EXERCISE INSTRUCTIONS — Among the lines below, copy each one in which "stream" appears.

Saved entries

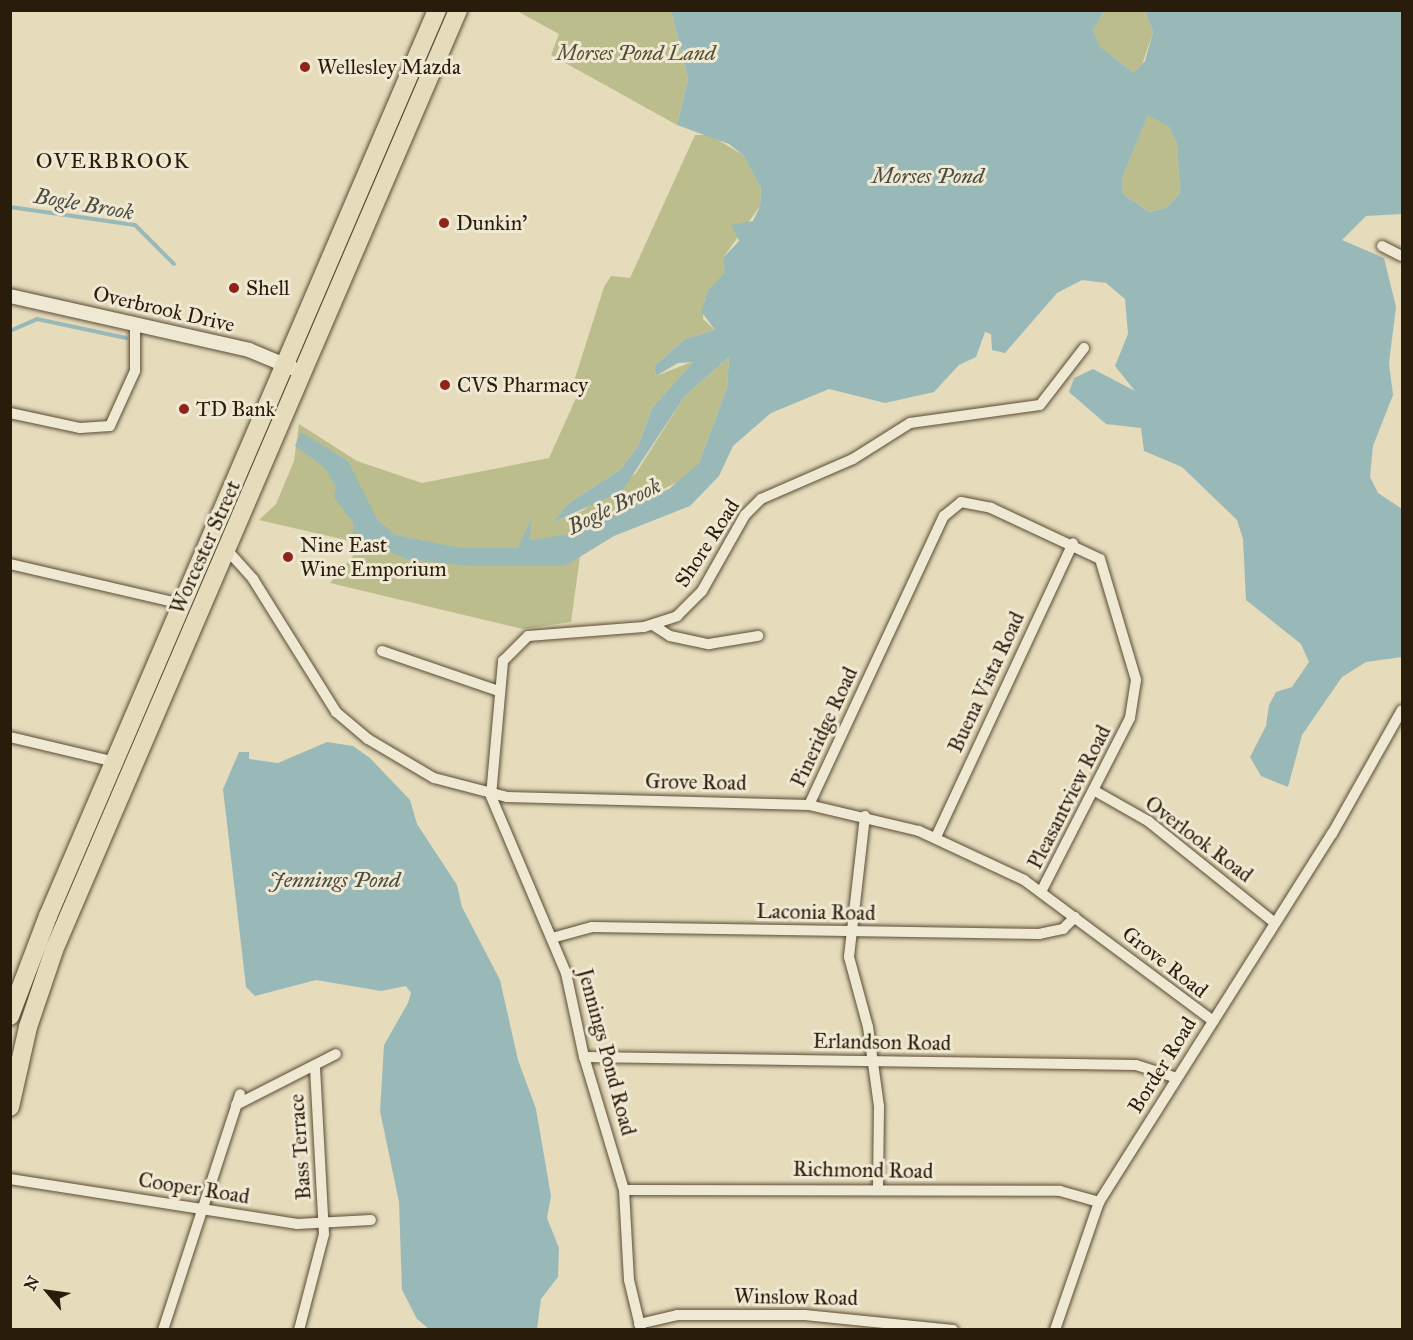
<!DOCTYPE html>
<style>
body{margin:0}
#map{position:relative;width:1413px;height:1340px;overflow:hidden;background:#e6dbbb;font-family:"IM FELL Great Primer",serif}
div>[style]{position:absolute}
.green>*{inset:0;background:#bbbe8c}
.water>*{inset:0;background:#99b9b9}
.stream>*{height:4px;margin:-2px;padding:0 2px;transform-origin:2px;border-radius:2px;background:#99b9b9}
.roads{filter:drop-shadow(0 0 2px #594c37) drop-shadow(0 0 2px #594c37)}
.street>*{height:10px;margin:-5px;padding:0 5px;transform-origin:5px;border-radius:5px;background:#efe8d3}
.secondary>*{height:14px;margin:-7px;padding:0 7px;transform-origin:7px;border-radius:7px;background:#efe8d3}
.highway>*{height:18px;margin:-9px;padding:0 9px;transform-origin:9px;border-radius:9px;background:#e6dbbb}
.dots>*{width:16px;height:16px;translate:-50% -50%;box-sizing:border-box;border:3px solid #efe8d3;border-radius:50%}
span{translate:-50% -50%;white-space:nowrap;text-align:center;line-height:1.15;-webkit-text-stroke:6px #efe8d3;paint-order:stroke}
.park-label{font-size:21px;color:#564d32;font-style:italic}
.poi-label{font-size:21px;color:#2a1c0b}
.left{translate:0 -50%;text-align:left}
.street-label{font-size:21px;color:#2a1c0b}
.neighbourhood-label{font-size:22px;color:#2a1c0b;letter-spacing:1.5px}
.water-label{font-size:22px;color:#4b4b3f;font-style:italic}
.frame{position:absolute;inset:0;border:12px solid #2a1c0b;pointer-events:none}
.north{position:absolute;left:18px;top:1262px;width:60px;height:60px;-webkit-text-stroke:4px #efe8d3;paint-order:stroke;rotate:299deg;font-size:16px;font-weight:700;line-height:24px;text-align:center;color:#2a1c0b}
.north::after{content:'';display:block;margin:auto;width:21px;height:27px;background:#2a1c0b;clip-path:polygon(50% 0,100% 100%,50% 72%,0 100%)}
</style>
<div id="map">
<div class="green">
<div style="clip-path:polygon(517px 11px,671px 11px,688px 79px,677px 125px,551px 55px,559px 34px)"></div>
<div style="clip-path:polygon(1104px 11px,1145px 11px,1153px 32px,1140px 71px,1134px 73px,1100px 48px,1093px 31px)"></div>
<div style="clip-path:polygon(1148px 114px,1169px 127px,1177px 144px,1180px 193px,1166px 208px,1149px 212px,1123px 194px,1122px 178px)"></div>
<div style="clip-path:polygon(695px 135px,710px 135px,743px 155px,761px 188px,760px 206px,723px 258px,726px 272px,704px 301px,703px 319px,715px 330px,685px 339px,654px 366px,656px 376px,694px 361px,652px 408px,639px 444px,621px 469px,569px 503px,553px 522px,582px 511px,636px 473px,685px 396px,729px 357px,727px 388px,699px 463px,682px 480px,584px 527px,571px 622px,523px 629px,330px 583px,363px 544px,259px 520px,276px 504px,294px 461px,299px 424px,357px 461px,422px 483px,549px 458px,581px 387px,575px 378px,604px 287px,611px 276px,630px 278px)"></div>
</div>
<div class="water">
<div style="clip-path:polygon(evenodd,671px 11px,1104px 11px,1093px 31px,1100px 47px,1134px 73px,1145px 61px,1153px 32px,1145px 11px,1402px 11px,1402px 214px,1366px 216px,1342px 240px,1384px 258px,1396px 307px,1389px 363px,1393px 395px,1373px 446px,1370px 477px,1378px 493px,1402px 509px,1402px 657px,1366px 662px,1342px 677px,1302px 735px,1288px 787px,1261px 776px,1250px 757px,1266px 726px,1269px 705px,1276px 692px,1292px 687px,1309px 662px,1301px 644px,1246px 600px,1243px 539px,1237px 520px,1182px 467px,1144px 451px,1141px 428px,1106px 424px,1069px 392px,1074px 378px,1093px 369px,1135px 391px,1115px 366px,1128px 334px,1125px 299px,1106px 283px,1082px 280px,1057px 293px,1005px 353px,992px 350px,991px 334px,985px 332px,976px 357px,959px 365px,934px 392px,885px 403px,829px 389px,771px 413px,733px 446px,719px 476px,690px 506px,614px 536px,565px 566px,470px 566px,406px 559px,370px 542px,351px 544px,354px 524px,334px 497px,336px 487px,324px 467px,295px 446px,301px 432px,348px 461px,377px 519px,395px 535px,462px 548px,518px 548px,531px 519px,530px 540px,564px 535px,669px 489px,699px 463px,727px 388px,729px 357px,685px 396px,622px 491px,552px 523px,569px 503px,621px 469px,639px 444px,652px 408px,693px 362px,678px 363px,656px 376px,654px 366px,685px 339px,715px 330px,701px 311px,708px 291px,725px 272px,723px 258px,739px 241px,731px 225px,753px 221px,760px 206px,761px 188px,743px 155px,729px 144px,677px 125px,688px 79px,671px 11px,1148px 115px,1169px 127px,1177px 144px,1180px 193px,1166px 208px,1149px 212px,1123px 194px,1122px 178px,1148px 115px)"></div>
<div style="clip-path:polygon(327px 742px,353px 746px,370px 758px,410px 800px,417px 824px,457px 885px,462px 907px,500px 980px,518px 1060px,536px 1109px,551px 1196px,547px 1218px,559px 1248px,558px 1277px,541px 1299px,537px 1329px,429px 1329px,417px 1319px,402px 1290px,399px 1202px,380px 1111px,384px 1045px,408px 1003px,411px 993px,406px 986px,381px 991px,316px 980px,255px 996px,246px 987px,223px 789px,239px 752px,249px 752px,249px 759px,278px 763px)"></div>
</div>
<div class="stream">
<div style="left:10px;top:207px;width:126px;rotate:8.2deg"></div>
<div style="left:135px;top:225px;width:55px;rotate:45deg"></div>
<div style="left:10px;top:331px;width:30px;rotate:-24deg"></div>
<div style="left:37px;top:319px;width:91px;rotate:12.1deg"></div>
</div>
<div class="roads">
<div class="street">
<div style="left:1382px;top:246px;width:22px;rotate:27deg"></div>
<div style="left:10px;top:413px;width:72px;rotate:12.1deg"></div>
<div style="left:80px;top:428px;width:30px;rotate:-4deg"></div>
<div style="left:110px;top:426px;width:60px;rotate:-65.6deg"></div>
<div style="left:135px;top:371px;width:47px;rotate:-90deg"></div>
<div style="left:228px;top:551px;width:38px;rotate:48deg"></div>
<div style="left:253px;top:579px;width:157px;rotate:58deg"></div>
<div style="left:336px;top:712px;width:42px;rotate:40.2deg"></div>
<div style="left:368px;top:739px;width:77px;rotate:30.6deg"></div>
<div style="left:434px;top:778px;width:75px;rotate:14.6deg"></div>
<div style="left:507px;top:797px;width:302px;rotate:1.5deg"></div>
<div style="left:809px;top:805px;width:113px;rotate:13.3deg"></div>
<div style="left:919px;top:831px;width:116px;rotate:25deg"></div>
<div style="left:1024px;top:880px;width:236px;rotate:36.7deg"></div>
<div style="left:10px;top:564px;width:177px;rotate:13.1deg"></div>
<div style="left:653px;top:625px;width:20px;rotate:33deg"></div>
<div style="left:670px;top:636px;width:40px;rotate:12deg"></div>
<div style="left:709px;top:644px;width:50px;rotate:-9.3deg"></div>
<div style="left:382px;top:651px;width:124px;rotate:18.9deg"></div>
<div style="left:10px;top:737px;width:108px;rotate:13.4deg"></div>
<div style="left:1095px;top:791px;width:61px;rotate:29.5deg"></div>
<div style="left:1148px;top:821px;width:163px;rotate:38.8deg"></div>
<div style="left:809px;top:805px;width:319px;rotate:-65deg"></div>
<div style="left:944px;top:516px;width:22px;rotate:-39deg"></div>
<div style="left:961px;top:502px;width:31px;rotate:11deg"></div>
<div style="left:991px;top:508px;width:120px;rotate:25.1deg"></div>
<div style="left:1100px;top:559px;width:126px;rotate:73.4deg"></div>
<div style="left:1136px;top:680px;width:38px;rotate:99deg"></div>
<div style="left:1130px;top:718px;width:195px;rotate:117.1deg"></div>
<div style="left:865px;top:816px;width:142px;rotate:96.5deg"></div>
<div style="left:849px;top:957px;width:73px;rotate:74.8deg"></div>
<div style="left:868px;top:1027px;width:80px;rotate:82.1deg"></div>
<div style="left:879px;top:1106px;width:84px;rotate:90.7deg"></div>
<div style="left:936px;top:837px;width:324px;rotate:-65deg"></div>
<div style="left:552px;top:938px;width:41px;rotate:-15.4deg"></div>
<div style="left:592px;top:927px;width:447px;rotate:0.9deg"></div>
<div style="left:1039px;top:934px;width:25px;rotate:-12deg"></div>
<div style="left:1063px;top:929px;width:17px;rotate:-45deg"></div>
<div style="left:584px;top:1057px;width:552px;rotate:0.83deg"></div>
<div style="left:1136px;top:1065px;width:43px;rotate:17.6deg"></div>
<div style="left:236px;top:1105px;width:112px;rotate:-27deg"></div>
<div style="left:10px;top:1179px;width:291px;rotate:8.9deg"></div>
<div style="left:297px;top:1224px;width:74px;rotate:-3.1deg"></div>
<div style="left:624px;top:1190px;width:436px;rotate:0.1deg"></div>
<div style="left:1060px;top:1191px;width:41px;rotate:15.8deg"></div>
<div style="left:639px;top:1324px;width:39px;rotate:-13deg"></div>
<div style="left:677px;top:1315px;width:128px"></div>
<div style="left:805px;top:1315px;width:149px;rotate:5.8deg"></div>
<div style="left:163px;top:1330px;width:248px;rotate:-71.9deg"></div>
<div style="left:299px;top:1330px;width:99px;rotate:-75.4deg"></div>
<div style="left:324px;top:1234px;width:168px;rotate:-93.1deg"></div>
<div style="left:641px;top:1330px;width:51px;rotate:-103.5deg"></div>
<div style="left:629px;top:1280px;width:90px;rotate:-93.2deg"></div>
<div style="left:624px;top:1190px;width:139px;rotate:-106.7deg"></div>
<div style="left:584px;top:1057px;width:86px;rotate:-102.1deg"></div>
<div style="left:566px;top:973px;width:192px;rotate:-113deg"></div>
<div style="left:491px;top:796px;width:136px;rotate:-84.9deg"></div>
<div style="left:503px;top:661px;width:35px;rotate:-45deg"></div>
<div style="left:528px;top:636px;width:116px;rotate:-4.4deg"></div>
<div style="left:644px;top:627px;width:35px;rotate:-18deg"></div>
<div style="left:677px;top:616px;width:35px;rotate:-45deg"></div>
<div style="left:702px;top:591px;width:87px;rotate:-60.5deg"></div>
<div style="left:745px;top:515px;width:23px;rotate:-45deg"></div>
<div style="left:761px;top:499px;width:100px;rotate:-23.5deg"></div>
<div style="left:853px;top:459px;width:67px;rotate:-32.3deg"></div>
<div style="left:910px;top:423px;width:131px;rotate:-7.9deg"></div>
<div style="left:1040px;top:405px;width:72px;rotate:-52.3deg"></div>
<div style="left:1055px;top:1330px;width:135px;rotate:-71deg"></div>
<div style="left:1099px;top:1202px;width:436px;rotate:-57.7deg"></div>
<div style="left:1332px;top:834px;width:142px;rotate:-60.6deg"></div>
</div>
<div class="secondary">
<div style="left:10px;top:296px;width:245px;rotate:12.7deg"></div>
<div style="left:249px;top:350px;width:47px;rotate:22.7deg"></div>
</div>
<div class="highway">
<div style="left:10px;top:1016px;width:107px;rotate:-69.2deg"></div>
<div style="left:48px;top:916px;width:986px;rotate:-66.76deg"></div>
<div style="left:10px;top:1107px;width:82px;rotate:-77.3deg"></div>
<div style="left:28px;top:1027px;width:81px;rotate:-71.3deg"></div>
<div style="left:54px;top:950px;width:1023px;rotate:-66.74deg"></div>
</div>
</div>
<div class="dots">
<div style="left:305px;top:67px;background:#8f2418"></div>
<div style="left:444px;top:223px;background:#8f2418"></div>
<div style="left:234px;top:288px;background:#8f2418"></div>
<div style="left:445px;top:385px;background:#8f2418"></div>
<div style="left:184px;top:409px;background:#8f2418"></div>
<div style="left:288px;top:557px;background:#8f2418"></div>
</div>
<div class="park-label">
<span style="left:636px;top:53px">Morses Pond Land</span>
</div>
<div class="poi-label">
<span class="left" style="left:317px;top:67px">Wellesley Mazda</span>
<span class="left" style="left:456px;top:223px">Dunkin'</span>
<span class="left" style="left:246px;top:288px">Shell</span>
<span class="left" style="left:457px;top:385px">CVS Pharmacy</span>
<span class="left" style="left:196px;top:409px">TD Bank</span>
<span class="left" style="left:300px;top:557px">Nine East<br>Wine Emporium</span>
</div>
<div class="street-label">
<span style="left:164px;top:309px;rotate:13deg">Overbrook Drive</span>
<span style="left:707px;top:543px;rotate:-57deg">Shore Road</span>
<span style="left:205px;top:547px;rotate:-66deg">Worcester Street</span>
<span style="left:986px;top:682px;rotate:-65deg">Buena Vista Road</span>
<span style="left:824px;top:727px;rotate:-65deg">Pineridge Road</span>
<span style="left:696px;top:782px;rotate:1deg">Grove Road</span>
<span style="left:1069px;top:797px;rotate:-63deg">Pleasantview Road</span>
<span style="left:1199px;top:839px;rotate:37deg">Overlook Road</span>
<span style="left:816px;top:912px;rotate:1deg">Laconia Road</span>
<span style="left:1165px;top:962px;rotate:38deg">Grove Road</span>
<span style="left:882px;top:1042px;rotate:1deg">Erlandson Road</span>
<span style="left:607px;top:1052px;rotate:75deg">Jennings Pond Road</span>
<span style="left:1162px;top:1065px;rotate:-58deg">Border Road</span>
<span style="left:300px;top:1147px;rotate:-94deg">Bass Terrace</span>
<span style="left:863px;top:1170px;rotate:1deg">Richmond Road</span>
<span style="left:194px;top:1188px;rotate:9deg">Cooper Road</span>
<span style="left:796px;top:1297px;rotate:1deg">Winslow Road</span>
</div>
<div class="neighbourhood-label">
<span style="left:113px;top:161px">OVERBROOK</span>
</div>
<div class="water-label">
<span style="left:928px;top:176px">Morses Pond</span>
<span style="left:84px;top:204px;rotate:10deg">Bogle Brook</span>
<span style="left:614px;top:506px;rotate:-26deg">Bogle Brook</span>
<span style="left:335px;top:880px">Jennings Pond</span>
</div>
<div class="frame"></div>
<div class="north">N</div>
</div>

RESPONSE FOR THIS EXERCISE —
.stream>*{height:4px;margin:-2px;padding:0 2px;transform-origin:2px;border-radius:2px;background:#99b9b9}
<div class="stream">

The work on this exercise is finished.